Six children. Two in the stroller. The other four bouncing around their mother. She bought one item at the Dollar Store, baby wipes for the two in diapers.
The children whined for candy, asking for other things, and their mother had to say “no” at every turn.
I recognized her, knowing I’d prayed with her before, when she was pregnant with the sixth child. Some time, last year.
She left the store before I did, and didn’t see me. But before I checked out with the shoes for a friend, I grabbed a box of Valentine’s candy—filled with cards and Skittles.

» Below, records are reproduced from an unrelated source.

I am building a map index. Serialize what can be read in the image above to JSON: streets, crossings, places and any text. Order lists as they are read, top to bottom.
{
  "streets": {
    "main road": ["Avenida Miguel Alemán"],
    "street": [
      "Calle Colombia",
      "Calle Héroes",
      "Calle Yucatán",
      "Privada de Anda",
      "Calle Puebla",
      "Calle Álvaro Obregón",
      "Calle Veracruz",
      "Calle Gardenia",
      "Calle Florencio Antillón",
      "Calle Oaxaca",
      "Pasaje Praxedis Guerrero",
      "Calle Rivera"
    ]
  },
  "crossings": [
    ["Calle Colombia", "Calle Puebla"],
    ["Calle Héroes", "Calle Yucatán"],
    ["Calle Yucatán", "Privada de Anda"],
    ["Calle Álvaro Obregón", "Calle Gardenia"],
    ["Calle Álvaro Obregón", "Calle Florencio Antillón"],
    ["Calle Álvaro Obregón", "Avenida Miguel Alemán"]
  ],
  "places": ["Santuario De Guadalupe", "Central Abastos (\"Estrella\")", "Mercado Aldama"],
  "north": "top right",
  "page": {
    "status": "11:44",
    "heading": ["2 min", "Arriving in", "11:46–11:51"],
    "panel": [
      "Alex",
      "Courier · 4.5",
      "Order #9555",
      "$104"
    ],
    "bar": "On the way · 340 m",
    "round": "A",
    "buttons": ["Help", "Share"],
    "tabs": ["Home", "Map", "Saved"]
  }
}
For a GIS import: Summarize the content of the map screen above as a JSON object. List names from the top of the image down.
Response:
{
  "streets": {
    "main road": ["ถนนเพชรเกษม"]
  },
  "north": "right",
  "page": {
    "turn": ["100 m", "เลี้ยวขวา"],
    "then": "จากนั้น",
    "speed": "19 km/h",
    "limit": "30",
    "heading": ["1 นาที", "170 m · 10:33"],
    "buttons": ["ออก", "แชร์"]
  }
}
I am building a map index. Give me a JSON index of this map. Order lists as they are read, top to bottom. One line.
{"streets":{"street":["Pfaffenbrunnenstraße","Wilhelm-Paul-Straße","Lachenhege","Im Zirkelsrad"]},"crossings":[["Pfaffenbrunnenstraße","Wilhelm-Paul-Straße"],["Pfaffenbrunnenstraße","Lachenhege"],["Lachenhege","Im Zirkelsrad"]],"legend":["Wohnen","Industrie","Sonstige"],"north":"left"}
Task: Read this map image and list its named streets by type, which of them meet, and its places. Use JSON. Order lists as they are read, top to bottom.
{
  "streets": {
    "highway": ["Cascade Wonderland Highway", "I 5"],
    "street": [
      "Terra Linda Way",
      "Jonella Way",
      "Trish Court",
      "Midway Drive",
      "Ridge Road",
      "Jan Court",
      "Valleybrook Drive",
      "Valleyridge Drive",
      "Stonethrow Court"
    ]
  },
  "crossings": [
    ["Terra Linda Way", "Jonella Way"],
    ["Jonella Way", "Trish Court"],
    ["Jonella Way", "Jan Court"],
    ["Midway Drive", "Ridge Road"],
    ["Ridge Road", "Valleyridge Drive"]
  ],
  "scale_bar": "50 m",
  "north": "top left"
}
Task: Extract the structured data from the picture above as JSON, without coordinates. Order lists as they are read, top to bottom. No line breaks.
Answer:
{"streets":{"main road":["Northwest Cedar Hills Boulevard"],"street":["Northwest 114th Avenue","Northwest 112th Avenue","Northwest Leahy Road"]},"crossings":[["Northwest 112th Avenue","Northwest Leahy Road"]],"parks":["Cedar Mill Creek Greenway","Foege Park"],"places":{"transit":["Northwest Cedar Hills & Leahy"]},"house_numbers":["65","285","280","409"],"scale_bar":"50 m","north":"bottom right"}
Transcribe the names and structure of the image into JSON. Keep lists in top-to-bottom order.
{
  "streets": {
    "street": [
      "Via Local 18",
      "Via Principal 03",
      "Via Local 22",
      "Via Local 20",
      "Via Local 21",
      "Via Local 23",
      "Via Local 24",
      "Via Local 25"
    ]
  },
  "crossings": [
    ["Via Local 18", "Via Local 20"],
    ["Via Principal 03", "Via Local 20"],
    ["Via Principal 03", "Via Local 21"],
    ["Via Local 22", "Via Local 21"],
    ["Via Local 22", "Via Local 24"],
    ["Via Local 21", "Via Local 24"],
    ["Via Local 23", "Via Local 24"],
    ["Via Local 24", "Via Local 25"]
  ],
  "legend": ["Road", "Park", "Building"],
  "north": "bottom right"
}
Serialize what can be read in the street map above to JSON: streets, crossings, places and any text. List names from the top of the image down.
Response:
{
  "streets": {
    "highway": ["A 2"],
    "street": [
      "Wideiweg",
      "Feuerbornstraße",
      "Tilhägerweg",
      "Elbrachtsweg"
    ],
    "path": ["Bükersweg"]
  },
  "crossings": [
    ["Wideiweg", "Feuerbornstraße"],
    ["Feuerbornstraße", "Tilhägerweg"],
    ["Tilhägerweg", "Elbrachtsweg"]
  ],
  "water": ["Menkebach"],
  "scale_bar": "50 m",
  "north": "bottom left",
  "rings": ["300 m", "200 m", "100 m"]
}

Then, I drove up the road and passed her little family as they walked up the hill. It was nearly lunch time, and my car took me through the line at McDonald’s to get seven cheeseburgers and seven fries.
Now the order took forever, it seemed, and I lost track of where the little family of seven went—so I started circling block after block.
Praying, I stopped at this one corner. “Lord, I have their lunch. Help me find them.” I glanced up and there they were, with the mom scolding her son for throwing a pecan at his sister. (Yes, my window was down.)
I called to L. “Hi, have you all had lunch?”
“No, I needed these wipes, and barely had enough to buy them, and the kids are hungry. We’re headed to the soup kitchen.”
I handed her the burgers and fries, and one of her little girls spoke. “You gave me a Popsicle last summer. I remember you.”
I handed her the bag with the Valentines and Skittles. “When you eat your lunch, ask your mom if you can have some candy.”
That’s when I got slammed with a group hug from all her children, well, from the four who were walking. One son asked, “Does my burger have cheese?”
I smiled. “Yes, it sure does.”
“Good, I love cheese.”
Now he was the one who had thrown the pecan, and he handed it to me. “I got in trouble for throwing this at my sister. You can have it. This way I’ll be good.”
“Thanks, I hope it doesn’t get me in trouble.”
“It won’t. It’s not really a bad pecan.”
And with that we laughed together in the street with the burgers and candy, and for a few minutes—the children weren’t whining, fighting, sad, or hungry.
It was like cheesy-hope wrapped around our hearts! Like God held this mom together, one-step at a time. One baby wipe at a time. One day at a time.
I can’t know how hard her days are, but I pray God takes her hard days and gives her sufficient grace—and enough love to guide her children in the days ahead. That she leans on the Savior to give her strength for the journey, too!